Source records

/---

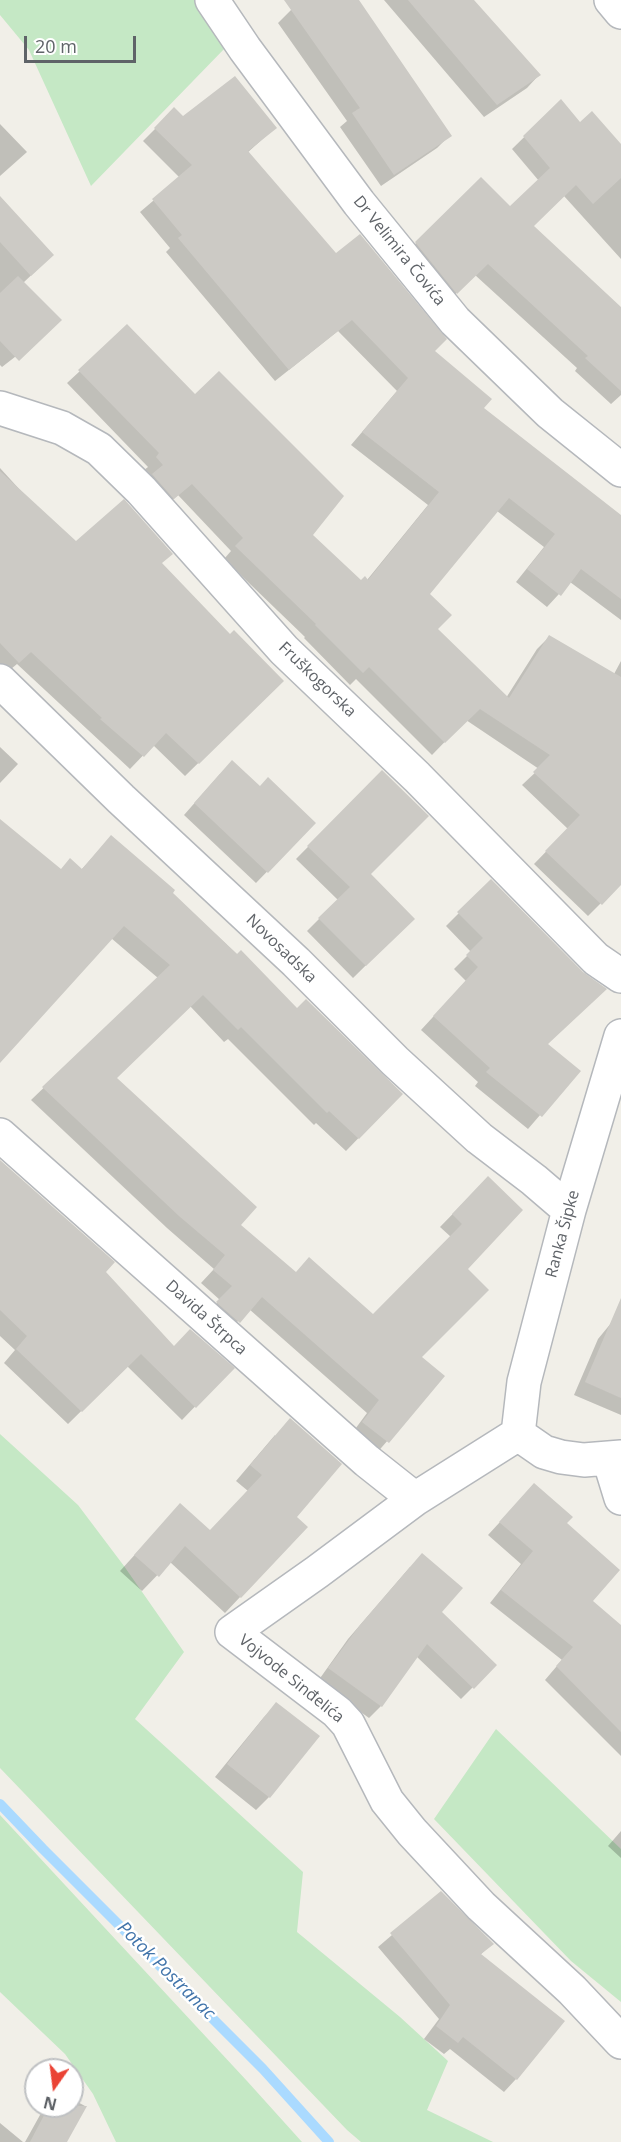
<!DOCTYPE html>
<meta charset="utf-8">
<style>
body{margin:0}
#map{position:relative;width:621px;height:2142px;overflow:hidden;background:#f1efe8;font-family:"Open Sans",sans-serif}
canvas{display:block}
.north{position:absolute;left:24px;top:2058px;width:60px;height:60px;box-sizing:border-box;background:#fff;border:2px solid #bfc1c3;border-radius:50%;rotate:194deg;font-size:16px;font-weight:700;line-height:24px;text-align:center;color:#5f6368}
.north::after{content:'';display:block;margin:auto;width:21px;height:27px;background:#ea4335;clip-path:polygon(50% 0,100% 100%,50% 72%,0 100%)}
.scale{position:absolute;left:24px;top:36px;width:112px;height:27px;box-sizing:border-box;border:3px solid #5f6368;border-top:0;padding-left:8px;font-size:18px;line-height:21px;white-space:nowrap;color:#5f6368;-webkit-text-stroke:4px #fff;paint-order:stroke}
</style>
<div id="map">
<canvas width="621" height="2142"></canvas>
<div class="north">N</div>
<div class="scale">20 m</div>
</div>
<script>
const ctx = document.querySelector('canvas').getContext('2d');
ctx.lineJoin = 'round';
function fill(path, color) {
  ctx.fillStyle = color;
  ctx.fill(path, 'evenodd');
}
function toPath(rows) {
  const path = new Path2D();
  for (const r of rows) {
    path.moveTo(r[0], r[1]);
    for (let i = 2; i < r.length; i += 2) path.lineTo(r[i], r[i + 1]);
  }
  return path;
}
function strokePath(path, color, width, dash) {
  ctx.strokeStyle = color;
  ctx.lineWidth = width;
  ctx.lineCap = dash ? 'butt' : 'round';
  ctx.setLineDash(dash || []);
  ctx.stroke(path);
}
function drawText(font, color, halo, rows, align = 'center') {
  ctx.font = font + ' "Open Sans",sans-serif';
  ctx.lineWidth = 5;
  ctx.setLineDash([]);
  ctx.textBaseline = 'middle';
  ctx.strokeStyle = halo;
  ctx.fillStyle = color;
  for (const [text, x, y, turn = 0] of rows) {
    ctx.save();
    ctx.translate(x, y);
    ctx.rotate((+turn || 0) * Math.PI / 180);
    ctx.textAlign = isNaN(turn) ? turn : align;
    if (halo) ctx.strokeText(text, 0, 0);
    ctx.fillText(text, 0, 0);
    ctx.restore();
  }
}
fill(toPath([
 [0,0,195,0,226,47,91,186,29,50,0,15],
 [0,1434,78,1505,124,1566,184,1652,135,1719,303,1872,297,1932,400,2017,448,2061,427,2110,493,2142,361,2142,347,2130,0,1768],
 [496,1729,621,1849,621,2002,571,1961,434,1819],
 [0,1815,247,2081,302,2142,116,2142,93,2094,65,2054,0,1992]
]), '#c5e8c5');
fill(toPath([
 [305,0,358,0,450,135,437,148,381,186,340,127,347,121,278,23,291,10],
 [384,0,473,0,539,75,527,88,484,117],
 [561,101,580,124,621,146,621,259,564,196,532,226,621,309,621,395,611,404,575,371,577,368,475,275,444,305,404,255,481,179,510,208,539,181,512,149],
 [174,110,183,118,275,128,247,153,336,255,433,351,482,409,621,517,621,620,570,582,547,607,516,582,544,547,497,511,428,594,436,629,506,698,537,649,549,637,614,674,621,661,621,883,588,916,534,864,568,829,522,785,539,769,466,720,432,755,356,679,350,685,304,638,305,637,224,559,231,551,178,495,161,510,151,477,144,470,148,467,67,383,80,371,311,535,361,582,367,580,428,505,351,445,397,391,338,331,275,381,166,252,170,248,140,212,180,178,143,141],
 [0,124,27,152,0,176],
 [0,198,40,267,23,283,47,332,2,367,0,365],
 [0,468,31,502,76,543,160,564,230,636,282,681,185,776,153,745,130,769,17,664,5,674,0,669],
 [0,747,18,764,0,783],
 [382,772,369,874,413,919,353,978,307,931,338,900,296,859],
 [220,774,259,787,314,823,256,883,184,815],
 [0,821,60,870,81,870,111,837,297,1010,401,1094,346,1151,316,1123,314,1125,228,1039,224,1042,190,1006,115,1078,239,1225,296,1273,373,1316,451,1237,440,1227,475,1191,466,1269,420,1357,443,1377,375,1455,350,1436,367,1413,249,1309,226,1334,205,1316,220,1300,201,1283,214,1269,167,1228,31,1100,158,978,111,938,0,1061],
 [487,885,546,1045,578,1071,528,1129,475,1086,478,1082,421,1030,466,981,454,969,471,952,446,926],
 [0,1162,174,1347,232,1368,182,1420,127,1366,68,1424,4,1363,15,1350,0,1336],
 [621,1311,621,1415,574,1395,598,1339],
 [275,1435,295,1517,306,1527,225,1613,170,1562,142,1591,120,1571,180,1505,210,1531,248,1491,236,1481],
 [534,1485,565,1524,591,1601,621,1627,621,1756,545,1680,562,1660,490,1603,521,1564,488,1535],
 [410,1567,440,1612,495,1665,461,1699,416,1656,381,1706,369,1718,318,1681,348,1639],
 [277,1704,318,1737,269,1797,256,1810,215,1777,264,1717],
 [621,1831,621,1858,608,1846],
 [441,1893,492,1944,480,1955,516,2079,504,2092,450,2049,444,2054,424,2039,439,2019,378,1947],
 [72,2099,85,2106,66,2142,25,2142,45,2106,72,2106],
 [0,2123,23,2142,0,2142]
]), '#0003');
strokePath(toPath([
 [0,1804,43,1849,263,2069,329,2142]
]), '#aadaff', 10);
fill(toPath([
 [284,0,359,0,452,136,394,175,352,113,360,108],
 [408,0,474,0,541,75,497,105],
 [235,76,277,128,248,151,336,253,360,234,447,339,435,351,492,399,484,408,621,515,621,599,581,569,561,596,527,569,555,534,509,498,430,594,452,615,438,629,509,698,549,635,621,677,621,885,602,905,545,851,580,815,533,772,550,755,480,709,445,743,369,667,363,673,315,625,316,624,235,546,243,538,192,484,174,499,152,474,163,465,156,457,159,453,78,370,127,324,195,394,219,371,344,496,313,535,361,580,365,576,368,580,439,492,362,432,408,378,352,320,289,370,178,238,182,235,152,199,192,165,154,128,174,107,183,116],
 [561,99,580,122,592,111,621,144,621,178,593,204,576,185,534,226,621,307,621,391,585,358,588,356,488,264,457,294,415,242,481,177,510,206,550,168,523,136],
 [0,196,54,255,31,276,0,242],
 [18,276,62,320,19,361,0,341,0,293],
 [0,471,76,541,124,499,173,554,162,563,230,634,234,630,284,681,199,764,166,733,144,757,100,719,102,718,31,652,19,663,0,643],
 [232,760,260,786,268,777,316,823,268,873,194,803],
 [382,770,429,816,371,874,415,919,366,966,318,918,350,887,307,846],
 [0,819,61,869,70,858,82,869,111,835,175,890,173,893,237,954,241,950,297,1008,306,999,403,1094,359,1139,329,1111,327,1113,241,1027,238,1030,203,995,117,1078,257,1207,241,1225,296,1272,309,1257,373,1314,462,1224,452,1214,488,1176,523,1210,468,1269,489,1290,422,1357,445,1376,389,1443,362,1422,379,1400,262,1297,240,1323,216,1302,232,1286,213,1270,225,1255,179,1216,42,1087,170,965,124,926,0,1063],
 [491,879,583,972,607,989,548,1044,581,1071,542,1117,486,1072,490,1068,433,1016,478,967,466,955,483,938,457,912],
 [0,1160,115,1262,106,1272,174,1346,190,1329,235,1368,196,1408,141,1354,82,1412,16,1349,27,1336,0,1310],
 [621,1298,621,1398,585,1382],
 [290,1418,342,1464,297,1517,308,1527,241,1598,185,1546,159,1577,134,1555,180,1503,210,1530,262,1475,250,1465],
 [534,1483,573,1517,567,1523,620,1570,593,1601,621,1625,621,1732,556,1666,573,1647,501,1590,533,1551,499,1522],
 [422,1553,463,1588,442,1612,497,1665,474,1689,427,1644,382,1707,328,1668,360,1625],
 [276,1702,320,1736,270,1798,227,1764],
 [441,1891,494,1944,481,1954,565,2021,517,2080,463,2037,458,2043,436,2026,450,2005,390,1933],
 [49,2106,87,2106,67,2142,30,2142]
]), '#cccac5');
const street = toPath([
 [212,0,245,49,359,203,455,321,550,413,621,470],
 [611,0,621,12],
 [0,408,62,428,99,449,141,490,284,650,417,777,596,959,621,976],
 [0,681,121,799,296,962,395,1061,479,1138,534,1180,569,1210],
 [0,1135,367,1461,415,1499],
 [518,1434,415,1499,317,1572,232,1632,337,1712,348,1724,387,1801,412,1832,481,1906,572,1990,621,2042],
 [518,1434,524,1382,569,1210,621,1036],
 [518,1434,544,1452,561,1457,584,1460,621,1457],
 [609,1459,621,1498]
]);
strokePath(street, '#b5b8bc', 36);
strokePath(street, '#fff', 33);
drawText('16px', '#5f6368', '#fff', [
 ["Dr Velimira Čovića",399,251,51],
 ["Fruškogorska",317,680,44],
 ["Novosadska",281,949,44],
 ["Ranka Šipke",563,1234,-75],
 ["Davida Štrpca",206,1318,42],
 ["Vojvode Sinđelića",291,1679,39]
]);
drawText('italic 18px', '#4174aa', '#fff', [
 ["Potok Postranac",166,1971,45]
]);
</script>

\---

Search the entries for "setLineDash" and copy out each line that has it.

  ctx.setLineDash(dash || []);
  ctx.setLineDash([]);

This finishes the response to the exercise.